The occurrence of IPD and pneumococcal meningitis in children under 2-year-old was respectively 2 and 10 times higher compared to the general population, highlighting the importance of pneumococcal vaccination in children [17]. PCV7 vaccine was introduced by FDA in 2000 [9,18]. In the year after the introduction of PCV7, the Centers for Disease Control and Prevention Active Bacterial Core sites reported a 69% decrease in the rate of IPD for 0- to 24-month children [19]. PCV7 has an efficacy of 94% against IPD due to serotypes included in the vaccine and 89% against any IPD, regardless of serotype, in a large pre-licensure clinical trial in California [20]. Since PCV7 introduction, the most common IPD isolates in Belgium, France, Germany, Greece, Norway, Portugal, Spain, and the UK were serotypes 1, 19A, 3, 6A, and 7F [21]. Infant PCV7 vaccination in Germany caused a decrease in pneumococcal meningitis similar to what happened in England and Wales [11]. In the USA, introduction of PCV7 was followed by a 27% reduction in IPD among under 18 years and a 35% reduction among children under 2-year-old [15]. For PCV7 and other PCV13, the safety efficacy and effectiveness have been, in practice, established in different settings [22,23]. 13-valent pneumococcal conjugate vaccine includes capsular antigens of serotypes 1, 3, 4, 5, 6A, 6B, 7F, 9V, 14, 18C, 19A, 19F, and 23F [24]. The implementation of the 13-valent pneumococcal conjugate vaccine for children under 2-year-old in Argentina could be an effective strategy to be implemented in other countries for the decrease in invasive disease [25] and nasopharyngeal carriage of S. pneumonia [26]. In a study, 82.2% of S. pneumoniae serotypes were included in the 13-valent pneumococcal conjugate vaccine in children of 48.3 month age [27].

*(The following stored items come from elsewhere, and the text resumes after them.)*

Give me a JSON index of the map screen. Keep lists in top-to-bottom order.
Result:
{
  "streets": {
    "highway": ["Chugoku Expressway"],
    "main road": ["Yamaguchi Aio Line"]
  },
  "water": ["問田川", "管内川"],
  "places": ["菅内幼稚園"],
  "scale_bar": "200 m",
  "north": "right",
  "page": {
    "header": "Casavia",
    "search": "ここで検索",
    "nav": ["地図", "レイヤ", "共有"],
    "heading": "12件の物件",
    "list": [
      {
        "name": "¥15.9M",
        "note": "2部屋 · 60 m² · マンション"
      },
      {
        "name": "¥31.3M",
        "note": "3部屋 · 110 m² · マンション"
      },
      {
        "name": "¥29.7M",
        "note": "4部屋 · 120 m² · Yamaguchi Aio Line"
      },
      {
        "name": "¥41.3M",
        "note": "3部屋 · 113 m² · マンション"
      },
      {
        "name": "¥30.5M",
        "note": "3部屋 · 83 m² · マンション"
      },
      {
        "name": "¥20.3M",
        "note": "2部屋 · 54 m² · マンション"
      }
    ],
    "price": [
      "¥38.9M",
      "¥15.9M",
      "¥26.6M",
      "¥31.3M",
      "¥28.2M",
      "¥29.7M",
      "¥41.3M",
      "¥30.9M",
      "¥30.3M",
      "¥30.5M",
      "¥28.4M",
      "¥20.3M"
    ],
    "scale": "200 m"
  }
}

In our country heptavalent vaccination against S. pneumonia bacteria has not yet been implemented while most carriers of serotypes under study (23F, 6B, 19F, 18C) were discovered in heptavalent vaccine.
Based on the studies done, heptavalent vaccination against S. pneumoniae bacteria has not yet been implemented in our country while most carriers of serotypes under study (23F, 6B, 19F, 18C) were discovered in heptavalent vaccine.
Conclusion
In addition, regarding to high statistics of pneumonic carriers (relatively 30% in children under the age of five) in Shahrekord region, attributable to coldness of weather and lack of vaccination, the necessity of use of this vaccine seems inevitable. Based on the findings of the present study, it could be concluded that since Streptococcus pneumonia is pathogenic in children, PCV-7 should be also administered for children under five years old in Iran. This vaccine can be made based on the discovered serotypes. Further research on unconsidered serotypes is required.